> **EXERCISE DESCRIPTION**
Print the whole listing below exactly as given, pictures excluded.

> **GIVEN DATA**
___

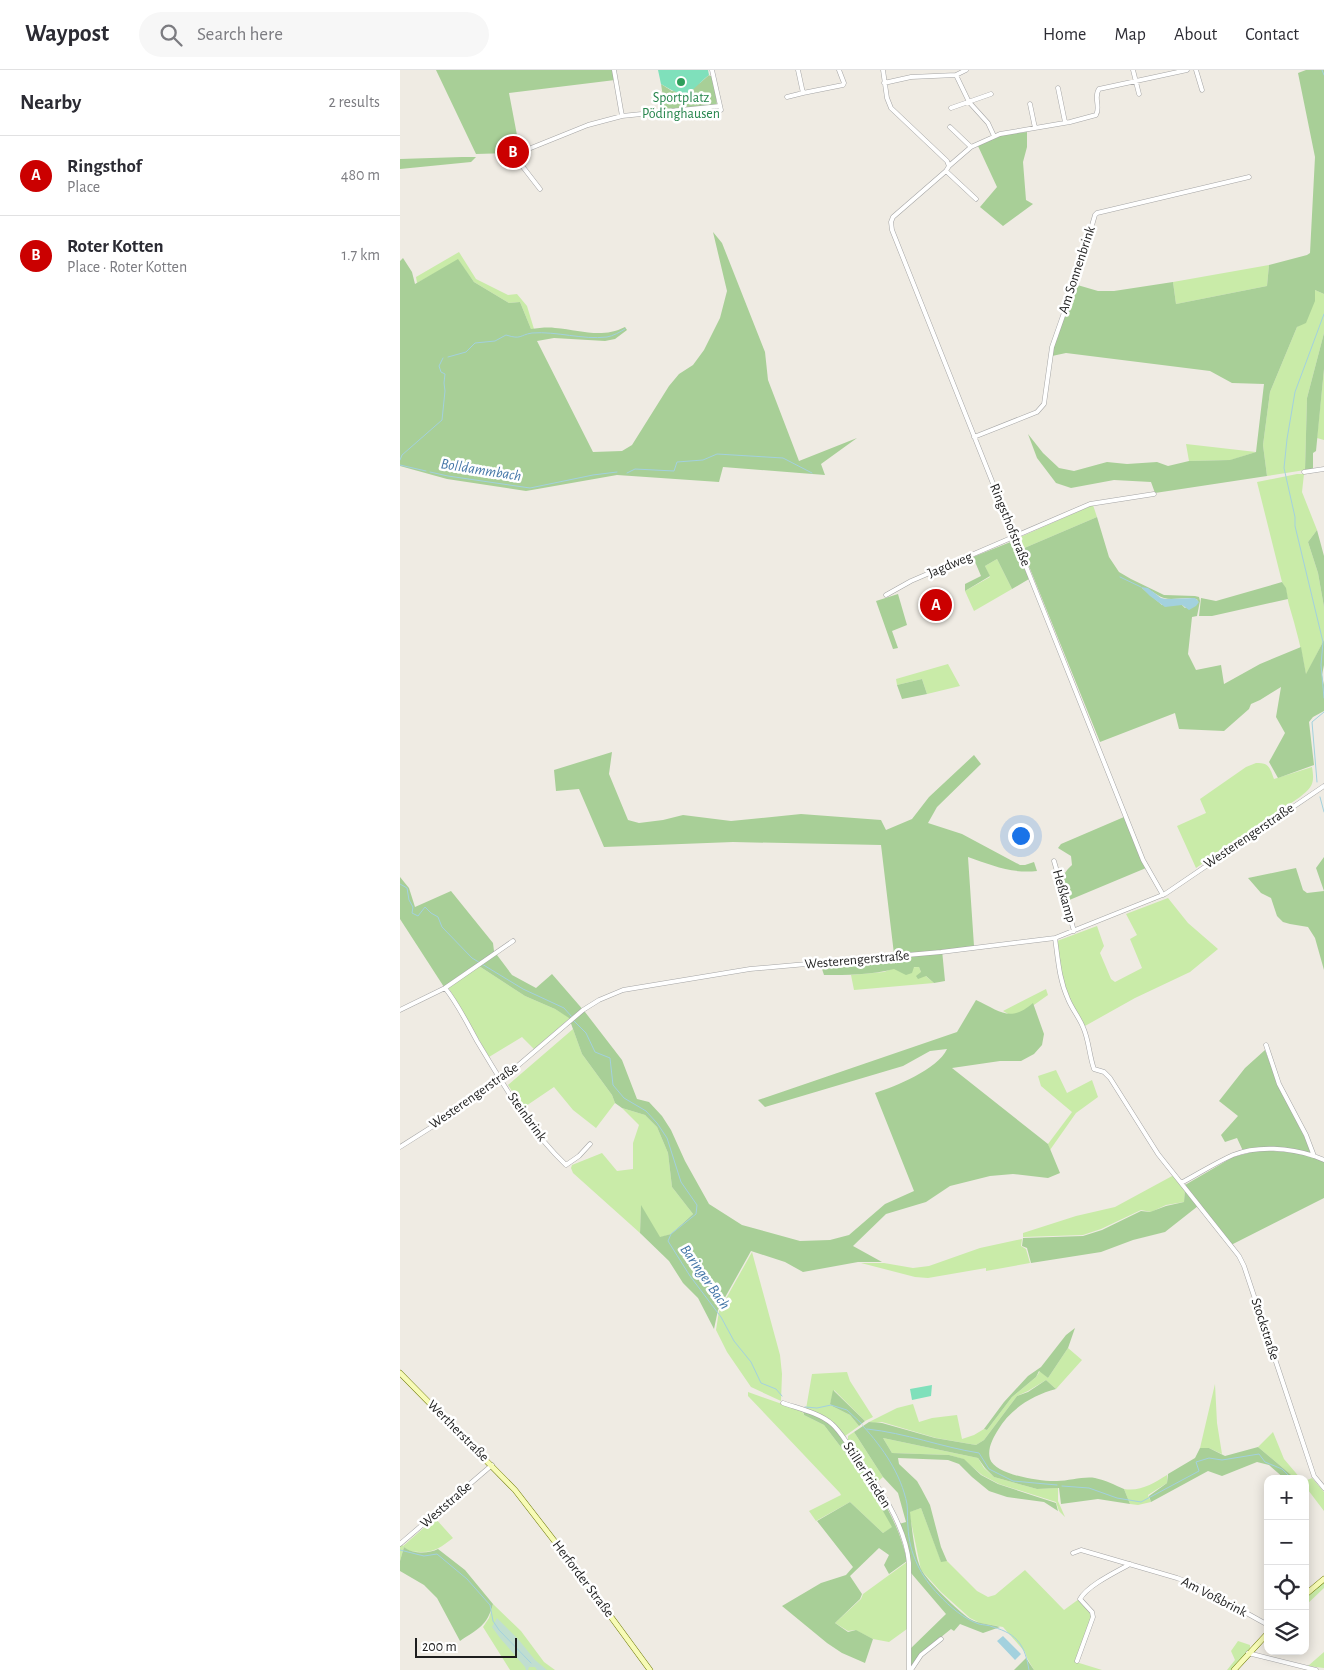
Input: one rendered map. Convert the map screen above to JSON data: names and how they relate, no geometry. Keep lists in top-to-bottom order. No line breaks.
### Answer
{"streets":{"main road":["Wertherstraße","Herforder Straße"],"street":["Am Sonnenbrink","Ringsthofstraße","Jagdweg","Westerengerstraße","Heßkamp","Steinbrink","Stockstraße","Stiller Frieden","Weststraße","Am Voßbrink"]},"crossings":[["Am Sonnenbrink","Ringsthofstraße"],["Ringsthofstraße","Jagdweg"],["Ringsthofstraße","Westerengerstraße"],["Westerengerstraße","Heßkamp"],["Westerengerstraße","Steinbrink"],["Westerengerstraße","Stockstraße"],["Wertherstraße","Weststraße"],["Wertherstraße","Herforder Straße"]],"water":["Bolldammbach","Baringer Bach"],"places":["Sportplatz Pödinghausen"],"scale_bar":"200 m","page":{"header":"Waypost","search":"Search here","nav":["Home","Map","About","Contact"],"heading":["Nearby","2 results"],"pins":["B","A"],"list":[{"mark":"A","name":"Ringsthof","note":"Place","value":"480 m"},{"mark":"B","name":"Roter Kotten","note":"Place · Roter Kotten","value":"1.7 km"}],"map_buttons":["+","−"],"scale":"200 m"}}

___

> **SOLVED EXERCISE**
Input: one rendered map. Convert the map screen above to JSON data: names and how they relate, no geometry. Keep lists in top-to-bottom order. No line breaks.
### Answer
{"streets":{"main road":["Wertherstraße","Herforder Straße"],"street":["Am Sonnenbrink","Ringsthofstraße","Jagdweg","Westerengerstraße","Heßkamp","Steinbrink","Stockstraße","Stiller Frieden","Weststraße","Am Voßbrink"]},"crossings":[["Am Sonnenbrink","Ringsthofstraße"],["Ringsthofstraße","Jagdweg"],["Ringsthofstraße","Westerengerstraße"],["Westerengerstraße","Heßkamp"],["Westerengerstraße","Steinbrink"],["Westerengerstraße","Stockstraße"],["Wertherstraße","Weststraße"],["Wertherstraße","Herforder Straße"]],"water":["Bolldammbach","Baringer Bach"],"places":["Sportplatz Pödinghausen"],"scale_bar":"200 m","page":{"header":"Waypost","search":"Search here","nav":["Home","Map","About","Contact"],"heading":["Nearby","2 results"],"pins":["B","A"],"list":[{"mark":"A","name":"Ringsthof","note":"Place","value":"480 m"},{"mark":"B","name":"Roter Kotten","note":"Place · Roter Kotten","value":"1.7 km"}],"map_buttons":["+","−"],"scale":"200 m"}}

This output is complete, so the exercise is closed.